Our current rollover cuts shards at roughly 35-40gb per shard.

I was suggesting indexing into a smaller number of shards for each index (typically one primary shard per data node) and increase the average shard size. Also make sure you optimize the mappings as this can save a lot of work and increase speed. This will mean that your indices instead roll over more frequently, which should not be a problem.
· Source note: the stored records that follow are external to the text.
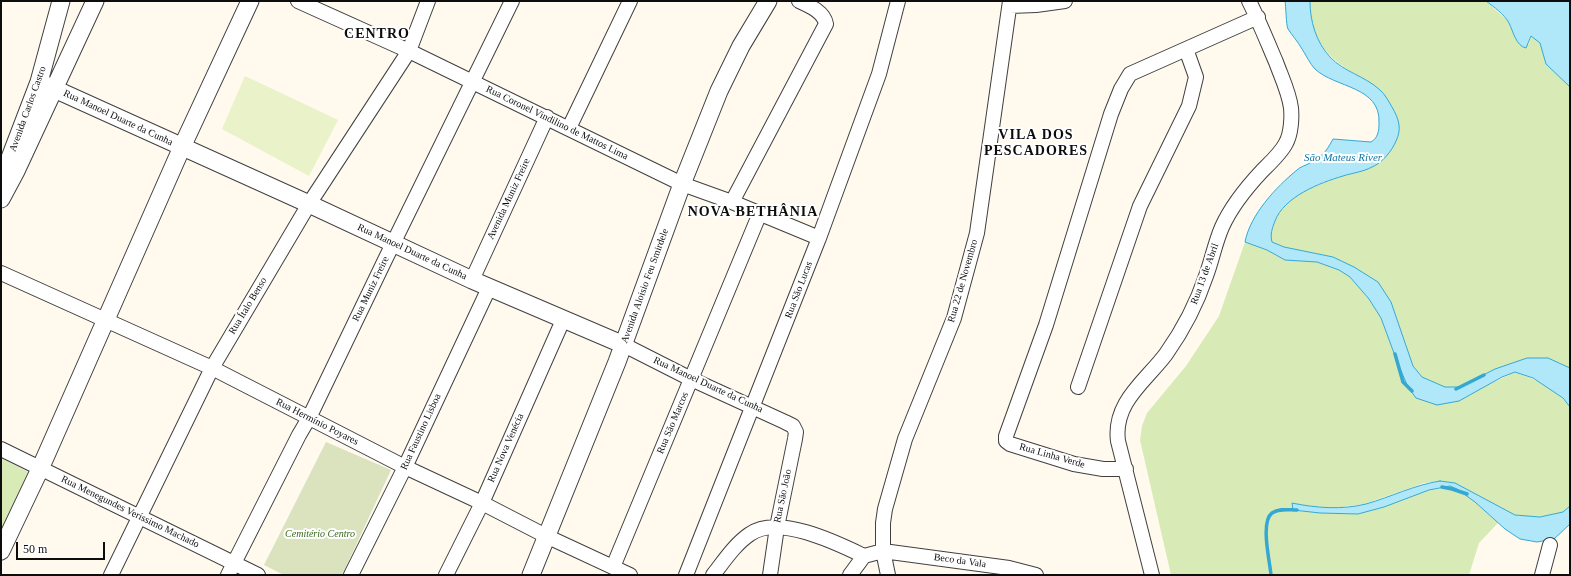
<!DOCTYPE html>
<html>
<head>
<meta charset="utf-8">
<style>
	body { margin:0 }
	#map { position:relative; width:1571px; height:576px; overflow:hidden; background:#fff9ee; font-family:"Times New Roman",serif }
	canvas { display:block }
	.frame { position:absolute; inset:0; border:2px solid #0d0d0d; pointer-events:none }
	.scale { position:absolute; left:16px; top:542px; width:89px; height:18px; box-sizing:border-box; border:2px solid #0d0d0d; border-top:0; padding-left:5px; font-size:12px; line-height:14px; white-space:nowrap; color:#0d0d0d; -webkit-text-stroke:3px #fff; paint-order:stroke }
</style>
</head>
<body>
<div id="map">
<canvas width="1571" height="576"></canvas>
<div class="frame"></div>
<div class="scale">50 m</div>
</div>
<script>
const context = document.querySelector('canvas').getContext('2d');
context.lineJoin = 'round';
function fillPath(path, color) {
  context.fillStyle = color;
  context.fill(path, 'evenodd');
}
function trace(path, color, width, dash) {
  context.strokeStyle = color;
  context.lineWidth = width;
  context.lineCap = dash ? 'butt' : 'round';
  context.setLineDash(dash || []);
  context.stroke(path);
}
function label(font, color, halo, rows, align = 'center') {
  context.font = font + ' "Times New Roman",serif';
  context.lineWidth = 4;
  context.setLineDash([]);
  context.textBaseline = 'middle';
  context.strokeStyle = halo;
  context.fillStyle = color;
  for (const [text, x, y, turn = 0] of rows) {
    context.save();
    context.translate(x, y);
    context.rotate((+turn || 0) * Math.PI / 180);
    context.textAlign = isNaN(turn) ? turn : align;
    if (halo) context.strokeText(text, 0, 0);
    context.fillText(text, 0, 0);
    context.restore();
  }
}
const green = new Path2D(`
	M 1310,1 L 1486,1 L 1508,21 L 1518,42 L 1529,44 L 1531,36 L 1540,43 L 1546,64 L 1570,87 L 1570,368 L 1558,362 L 1476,380 L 1460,387 L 1445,387 L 1422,377 L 1413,366 L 1391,302 L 1333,257 L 1284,247 L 1272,242 L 1270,235 L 1277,215 L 1285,206 L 1299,193 L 1340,176 L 1372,167 L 1392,149 L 1368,81 C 1332,62 1310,45 1310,1 Z
	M 1245,242 L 1267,250 L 1285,260 L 1317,262 L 1339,270 L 1350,277 L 1369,299 L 1381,318 L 1398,364 L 1459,401 L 1479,389 L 1515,372 C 1535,379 1557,389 1570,407 L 1570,506 L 1563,512 L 1540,517 L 1514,515 L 1455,483 L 1440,481 L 1424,483 L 1365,504 L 1342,507 L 1313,507 L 1292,503 L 1293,510 L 1320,513 L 1358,514 L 1384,507 L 1429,490 L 1450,486 L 1457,489 L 1475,502 L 1498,523 L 1479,543 L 1469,575 L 1171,575 L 1140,440 L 1142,426 L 1147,413 L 1186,366 L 1219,316 Z
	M 1,458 L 30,473 L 1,537 Z`);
const cemetery = new Path2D(`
	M 326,442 L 391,470 L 342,575 L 284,575 L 264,565 Z`);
const pitch = new Path2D(`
	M 245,76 L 338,120 L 309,176 L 222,129 Z`);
const water = new Path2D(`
	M 1285,1 L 1310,1 C 1310,21 1316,42 1330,57 C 1344,72 1365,76 1380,90 C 1385,94 1389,102 1392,107 C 1399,119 1402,129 1396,141 C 1392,151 1382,163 1372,167 C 1363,172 1352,173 1343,176 C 1319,183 1284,197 1275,221 C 1272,229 1270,234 1272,242 L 1284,247 L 1333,257 L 1354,267 L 1378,282 L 1391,302 L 1413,366 L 1422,377 L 1445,387 L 1460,387 L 1495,369 L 1527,358 L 1548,358 L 1570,368 L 1570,407 L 1563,398 L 1533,378 L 1515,372 L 1502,377 L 1459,401 L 1437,405 L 1416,398 L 1408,387 L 1398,364 L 1381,318 L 1369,299 L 1350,277 L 1339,270 L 1317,262 L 1285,260 L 1267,250 L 1245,242 C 1250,215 1276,187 1297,170 C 1300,167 1304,166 1308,164 C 1322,156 1325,154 1333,139 L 1371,142 C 1378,138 1379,131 1379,123 C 1381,86 1335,88 1315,69 C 1310,64 1306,55 1302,49 C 1298,42 1292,35 1288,29 C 1286,25 1286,6 1285,1 Z
	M 1486,1 L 1570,1 L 1570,87 L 1546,64 L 1540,43 L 1531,36 L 1526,48 C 1516,46 1513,31 1509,23 C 1504,14 1494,7 1486,1 Z
	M 1440,481 L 1455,483 L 1515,515 L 1540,517 L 1563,512 L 1570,506 L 1570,524 L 1554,539 L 1537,542 L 1520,539 L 1505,529 L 1475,502 L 1457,489 L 1450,486 L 1429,490 L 1384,507 L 1358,514 L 1320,513 L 1293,510 L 1292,503 C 1316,508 1342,510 1366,504 C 1391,497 1414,485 1440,481 Z`);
const stream = new Path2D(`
	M 1395,354 L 1403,382 L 1412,391
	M 1456,389 L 1484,375
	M 1442,487 L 1452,489 L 1467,494
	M 1271,575 C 1270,562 1260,522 1272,513 C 1279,508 1289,510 1297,510`);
const minor = new Path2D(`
	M 298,1 L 409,51 L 682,184 L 732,202 L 819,238
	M 1010,6 L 1036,5 L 1065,1
	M 569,128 L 630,1
	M 732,202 L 826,24 C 824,12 810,6 799,1
	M 1,273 L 212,368 L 405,467 L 482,503 L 546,536 L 630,575
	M 472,280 L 547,117
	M 624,345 L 691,379 L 785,422 L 793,426 L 796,432 L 795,439 L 777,527 L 770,575
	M 1078,387 L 1140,206 L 1189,106 L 1196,77 L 1186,49
	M 1,449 L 258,575
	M 1126,469 L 1103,469 L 1074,464 L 1010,444 L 1006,441 L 1006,436 L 1046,325 L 1111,114 L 1121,89 L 1130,74 L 1258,17
	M 613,567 L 760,213
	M 111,575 L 212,368 L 309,204 L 409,51 L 428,1
	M 228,575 L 299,435 L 309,418 L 384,262 L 512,1
	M 351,575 L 405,467 L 489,288
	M 446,575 L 482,503 L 563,320
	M 686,575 L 819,238 L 879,74 L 898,1
	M 713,575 C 724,561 735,544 750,534 C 778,514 837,543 864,556
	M 850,575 L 864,556 L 883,551 L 1009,568 L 1036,575
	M 888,575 L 883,551 L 883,523 L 885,509 L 905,439 L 954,318 L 977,233 L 1010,1
	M 1152,575 L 1118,441 C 1113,402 1146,381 1166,354 C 1183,330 1197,303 1206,276 C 1212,260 1215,243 1222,227 C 1231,207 1247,187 1262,171 C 1270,163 1281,153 1286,143 C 1291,134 1292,118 1291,108 C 1289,92 1281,76 1276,62 C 1267,41 1259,21 1249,1
	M 1542,575 L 1550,545`);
const tertiary = new Path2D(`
	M 39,82 L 309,204 L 472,280 L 624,345
	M 6,172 L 8,163 L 39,82 L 61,1
	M 1,199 L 16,171 L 95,1
	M 1,551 L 40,469 L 182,147 L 250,1
	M 531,575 L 617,362 L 682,184 L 719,91 L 741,46 L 768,1`);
const streetNames = [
	["Avenida Carlos Castro",28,109,-70],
	["Rua Manoel Duarte da Cunha",118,118,25],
	["Rua Coronel Vindilino de Mattos Lima",557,123,26],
	["Avenida Muniz Freire",509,199,-65],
	["Rua Manoel Duarte da Cunha",412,252,25],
	["Rua 13 de Abril",1205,274,-70],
	["Rua 22 de Novembro",963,281,-74],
	["Avenida Aloisio Feu Smirdele",645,286,-70],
	["Rua Muniz Freire",371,289,-64],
	["Rua São Lucas",799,290,-69],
	["Rua Ítalo Benso",248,306,-59],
	["Rua Manoel Duarte da Cunha",708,385,25],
	["Rua Hermínio Poyares",317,422,27],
	["Rua São Marcos",673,423,-67],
	["Rua Faustino Lisboa",421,432,-65],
	["Rua Nova Venécia",506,448,-66],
	["Rua Linha Verde",1052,456,16],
	["Rua São João",783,496,-78],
	["Rua Menegundes Veríssimo Machado",130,512,26],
	["Beco da Vala",960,561,8]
];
const parkNames = [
	["Cemitério Centro",320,534]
];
const waterNames = [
	["São Mateus River",1343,158]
];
const districtNames = [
	["CENTRO",377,34],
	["VILA DOS",1036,135],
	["PESCADORES",1036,151],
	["NOVA BETHÂNIA",753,212]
];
fillPath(green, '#d8ebb6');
fillPath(cemetery, '#dbe2be');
fillPath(pitch, '#e9f2c8');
fillPath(water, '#b0e7f9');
trace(water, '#34a8d3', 1);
trace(stream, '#34a8d3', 3.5);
trace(minor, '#404040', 16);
trace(tertiary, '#404040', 19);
trace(minor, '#fff', 14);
trace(tertiary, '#fff', 17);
label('10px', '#0d0d0d', '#fff', streetNames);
label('italic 10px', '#35681b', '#fff', parkNames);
label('italic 11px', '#1177a5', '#fff', waterNames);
context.letterSpacing = '1px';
label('bold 14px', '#0d0d0d', '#fff', districtNames);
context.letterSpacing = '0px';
</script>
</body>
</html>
Have a look through the logs and see if you see any evidence of slow or frequent GC. If that is the case you may need more heap, which means running multiple nodes per host. Also check to see if you have any log entries that indicate that the cluster state is slow to update or that distributing it times out.

It is good that each client indexes into a single index, as that make bulk requests more targeted.

1 Like

Hi Christian. We will go with 60 shards per index from tomorrow but decreasing shard will lead to low indexing throughput.
Mappings are optimized as per the link. We dont have text fields. We have majority of the fields are keywords. Since we need aggregations so doc values are enabled.
When you say if slow or frequent GC, we may need more heap? what do you mean by this? My 24 data nodes are running on 12 servers with enormous RAM. Servers have 380 GB RAM out of total 64GB is given to 2 ES data nodes (32*2). Rest all is left. Our 14 other data nodes are located 1 each on physical server with almost 200GBs free for file system cache. What is your recommendation here?
Yes we do have log entries that indicate cluster state is slow to update. this gets printed frequently. /cluster/state/monitor.
Yes each client fires into 1 type of index only via bulk processor.
Thanks.

Hello @jiouser

After reading both post, your one and the one from other member of your team, I think that your issue seems to be a GC issue.

You have a lot of data and if most of them are mapped as keyword it would increase the terms space in memory.

Could you check the following api:

GET _nodes/stats/jvm

And check how is going the heap space of your datanodes?
Could you also check how is going the cpu consumption on these nodes?

Hello @Juanma @Christian_Dahlqvist

I checked heap on all data nodes with _cat/nodes .
With 32 GB heap given, most of them are between 60-80% with few between 45-50%. RAM is between 95-100%. I understand Lucene uses entire available memory as FS cache.

CPU is absolutely idle. Max at 10%.

Lucene stored some data off heap, but the file system cache is primarily used when querying and does not necessarily benefit indexing a lot unless you are updating documents. If you have nodes in or about 75% heap usage you are likely to have problems with GC, so I would recommend adding additional data nodes to the hosts in order to increase available heap.

If you had monitoring installed you could quite easily see whether heap is an issue as you ideally should be seeing a saw-tooth pattern. If that is not the case it is possible that you are more or less constantly running GC.

Hi @Christian_Dahlqvist We are in the process of adding additional data nodes. We indeed saw sawtooth pattern on the Data nodes. but still in ES logs we can constantly see GC lines being printed.
Also I observed, this exception starts coming only when I enable sniffing in client. If my client connects only to dedicated coordinator nodes then these exceptions do not appear. Can I reduce the timeout interval from 5seconds to something bigger till the time we resolve the issue or add nodes.?
Also does these exception mean that any data directed towards the node will be missed or get duplicated since node is not responding. I understand there is a dedicated ping channel between node and client and this should not impact the existing bulk indexing happening.

Thanks.

This topic was automatically closed 28 days after the last reply. New replies are no longer allowed.